§ **Task details**
Copy the result of filtering the entries below for lines that include the string "shadow".

Saved entries:
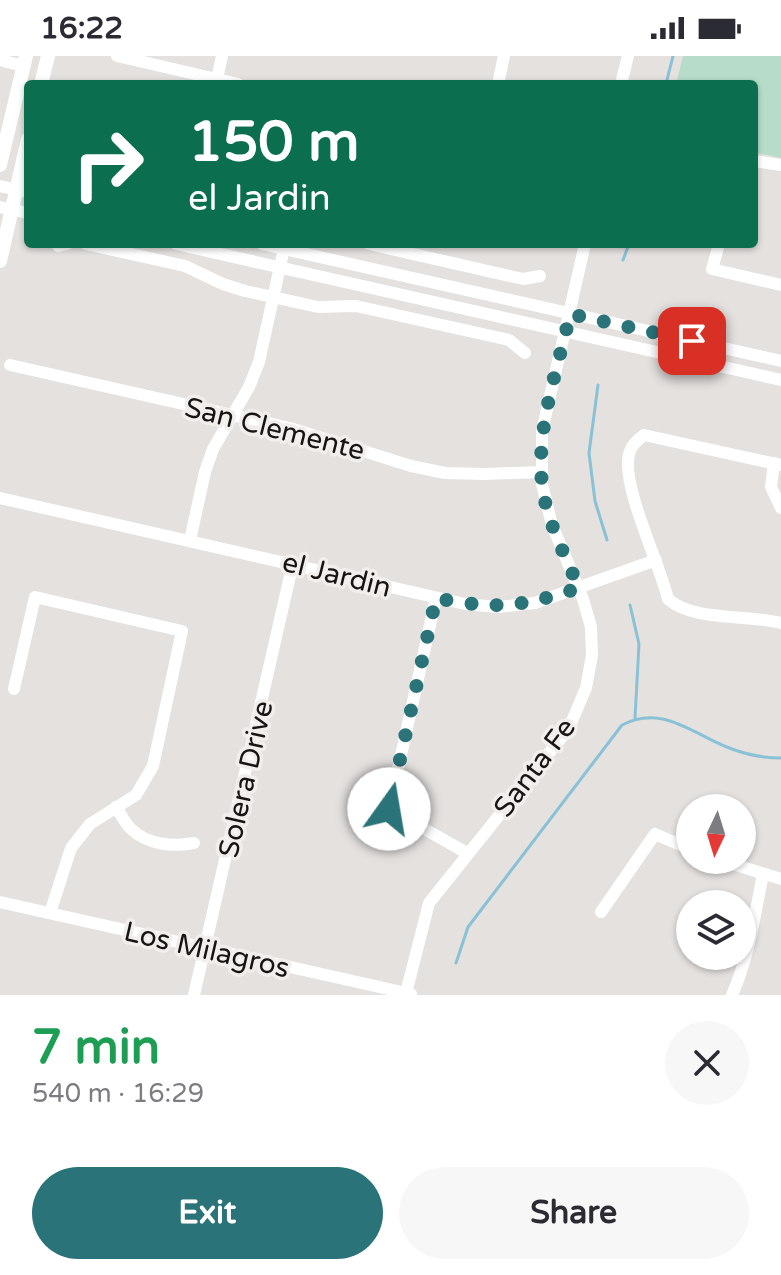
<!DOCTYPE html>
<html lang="en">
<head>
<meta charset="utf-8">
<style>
	body { margin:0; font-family:"Varela Round",sans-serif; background:#f7f7f7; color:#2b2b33; height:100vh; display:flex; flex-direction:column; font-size:30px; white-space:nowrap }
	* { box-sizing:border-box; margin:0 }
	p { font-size:26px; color:#7c7c81 }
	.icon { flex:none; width:44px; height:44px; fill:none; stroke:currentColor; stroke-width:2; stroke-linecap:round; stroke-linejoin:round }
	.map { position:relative; height:939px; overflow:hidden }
	.side { display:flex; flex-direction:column; background:#fff; flex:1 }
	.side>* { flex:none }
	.banner { position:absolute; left:24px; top:24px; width:734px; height:168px; border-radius:8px; box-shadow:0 2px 6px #0004; background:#0b6e4f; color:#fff; overflow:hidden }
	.needle { width:52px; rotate:184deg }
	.tools { position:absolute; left:676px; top:738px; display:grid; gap:16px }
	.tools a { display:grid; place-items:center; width:80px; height:80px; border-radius:50%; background:#fff; box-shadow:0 2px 6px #0004; font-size:40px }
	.pin { position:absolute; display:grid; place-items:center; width:68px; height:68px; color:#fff; margin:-34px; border-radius:16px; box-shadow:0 4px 12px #0006 }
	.me { position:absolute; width:88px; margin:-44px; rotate:13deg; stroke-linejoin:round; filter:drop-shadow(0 0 6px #0008) }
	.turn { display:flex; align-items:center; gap:28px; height:168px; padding:0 32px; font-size:36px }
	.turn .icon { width:104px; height:104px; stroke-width:2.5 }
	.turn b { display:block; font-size:56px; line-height:68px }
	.round { display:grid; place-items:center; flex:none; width:84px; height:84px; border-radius:42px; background:#f7f7f7 }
	.head { display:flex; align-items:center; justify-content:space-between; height:136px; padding:0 32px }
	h1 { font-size:48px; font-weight:800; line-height:60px; color:#1e9e55 }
	.action { display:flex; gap:16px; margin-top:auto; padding:16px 32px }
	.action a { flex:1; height:92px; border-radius:48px; background:#297379; color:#fff; font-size:32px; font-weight:800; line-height:92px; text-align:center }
	.action a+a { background:#f7f7f7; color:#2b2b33 }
	.status { display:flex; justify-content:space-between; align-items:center; height:56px; padding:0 40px; background:#fff; direction:ltr }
	.status svg { height:22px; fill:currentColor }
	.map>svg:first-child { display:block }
</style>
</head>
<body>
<div class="status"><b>16:22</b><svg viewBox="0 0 49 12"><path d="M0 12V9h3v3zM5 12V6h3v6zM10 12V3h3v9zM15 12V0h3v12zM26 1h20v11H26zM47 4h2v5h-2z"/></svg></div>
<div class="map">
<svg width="781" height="939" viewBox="0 0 781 939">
	<rect width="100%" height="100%" fill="#e4e1df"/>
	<polygon fill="#b7ddca" points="683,0 781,0 781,102 754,96 754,28 676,28"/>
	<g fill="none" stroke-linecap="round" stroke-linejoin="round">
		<g stroke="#89c2d6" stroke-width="3">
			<polyline points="666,28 673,0"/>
			<polyline points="623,204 629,188"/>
			<polyline points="598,329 589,397 595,445 607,484"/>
			<polyline points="630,549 639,588 635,662"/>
			<path d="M456,907L468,871L622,669C663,647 695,680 732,693C748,699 764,702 781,702"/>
		</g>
		<g stroke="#fff" stroke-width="12">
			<polyline points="117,0 238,28"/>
			<polyline points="0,4 23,10"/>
			<polyline points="217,23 222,0"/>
			<polyline points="498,28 504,0"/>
			<polyline points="621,28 628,0"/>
			<polyline points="754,105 781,109"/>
			<polyline points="0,130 28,136"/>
			<polyline points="0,151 28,157"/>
			<polyline points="86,188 185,210 223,228 245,235 318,251 356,250 509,284 525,297"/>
			<polyline points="176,188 781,324"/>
			<polyline points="262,188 781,305"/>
			<polyline points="369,188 523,223 540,220"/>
			<polyline points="719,188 712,213 781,229"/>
			<polyline points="58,190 67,188"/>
			<polyline points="10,309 290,372 411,410 445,417 484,418 542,416"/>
			<polyline points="774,407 771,431 781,452"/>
			<path d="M781,409L644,379C637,384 631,390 629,398C621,430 660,508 668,543C694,566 747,558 781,567"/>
			<polyline points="0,442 465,548 498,551 535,547 656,504"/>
			<polyline points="190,484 205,416 213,393 249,331 259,306 285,188"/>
			<polyline points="436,542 389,753 467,797"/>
			<polyline points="14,633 35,541 182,575 153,710 136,739 90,768 71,792 50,857"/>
			<path d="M116,751C121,758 125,768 131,773C148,789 173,791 194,787"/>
			<polyline points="720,804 781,823"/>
			<polyline points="0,846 411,938"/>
			<polyline points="601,856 655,778 690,793"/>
			<polyline points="406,937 429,847 569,672 586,632 592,599 591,571 583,543 552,469 542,428 542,375 585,188"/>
			<polyline points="194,939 293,507"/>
			<path d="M732,939C749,901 755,858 763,818"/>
		</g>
		<g stroke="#fff" stroke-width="14">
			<polyline points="41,28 48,0"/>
			<polyline points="0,109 26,0"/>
			<polyline points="0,205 28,83"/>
		</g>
	</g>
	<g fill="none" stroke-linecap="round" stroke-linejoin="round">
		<path stroke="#297379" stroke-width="14" stroke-dasharray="0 25.2" d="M389,753L436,542C496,554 521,551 579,532C565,499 546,464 542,428C536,370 558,313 570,258L692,285"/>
	</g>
	<g text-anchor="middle" stroke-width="7" stroke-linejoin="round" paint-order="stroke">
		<g font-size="28" fill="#161514" stroke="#f1eeec">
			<text transform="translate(275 372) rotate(14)" y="10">San Clemente</text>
			<text transform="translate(337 518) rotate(14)" y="10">el Jardin</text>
			<text transform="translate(534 711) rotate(-53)" y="10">Santa Fe</text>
			<text transform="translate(245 723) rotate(-77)" y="10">Solera Drive</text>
			<text transform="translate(207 893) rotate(13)" y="10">Los Milagros</text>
		</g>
	</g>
</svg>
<div class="tools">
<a><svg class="needle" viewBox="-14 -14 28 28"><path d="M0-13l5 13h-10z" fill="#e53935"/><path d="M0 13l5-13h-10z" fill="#7c7c81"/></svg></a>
<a><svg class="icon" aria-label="layers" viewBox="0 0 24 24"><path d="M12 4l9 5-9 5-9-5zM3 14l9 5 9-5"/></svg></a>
</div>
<div class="pin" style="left:692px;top:285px;background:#d93025"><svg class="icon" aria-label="arrive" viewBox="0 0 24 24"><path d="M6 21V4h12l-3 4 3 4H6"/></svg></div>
<svg class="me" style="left:389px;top:753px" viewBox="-20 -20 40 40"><circle r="19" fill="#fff"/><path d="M0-13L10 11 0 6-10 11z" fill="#297379"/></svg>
<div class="banner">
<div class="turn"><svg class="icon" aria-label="right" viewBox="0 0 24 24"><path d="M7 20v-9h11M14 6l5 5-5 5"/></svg><div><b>150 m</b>el Jardin</div></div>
</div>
</div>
<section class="side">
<div class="head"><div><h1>7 min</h1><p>540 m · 16:29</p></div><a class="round"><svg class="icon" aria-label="close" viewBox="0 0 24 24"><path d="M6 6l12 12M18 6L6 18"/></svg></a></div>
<div class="action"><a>Exit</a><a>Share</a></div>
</section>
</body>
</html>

§ **Solved problem**
	.banner { position:absolute; left:24px; top:24px; width:734px; height:168px; border-radius:8px; box-shadow:0 2px 6px #0004; background:#0b6e4f; color:#fff; overflow:hidden }
	.tools a { display:grid; place-items:center; width:80px; height:80px; border-radius:50%; background:#fff; box-shadow:0 2px 6px #0004; font-size:40px }
	.pin { position:absolute; display:grid; place-items:center; width:68px; height:68px; color:#fff; margin:-34px; border-radius:16px; box-shadow:0 4px 12px #0006 }
	.me { position:absolute; width:88px; margin:-44px; rotate:13deg; stroke-linejoin:round; filter:drop-shadow(0 0 6px #0008) }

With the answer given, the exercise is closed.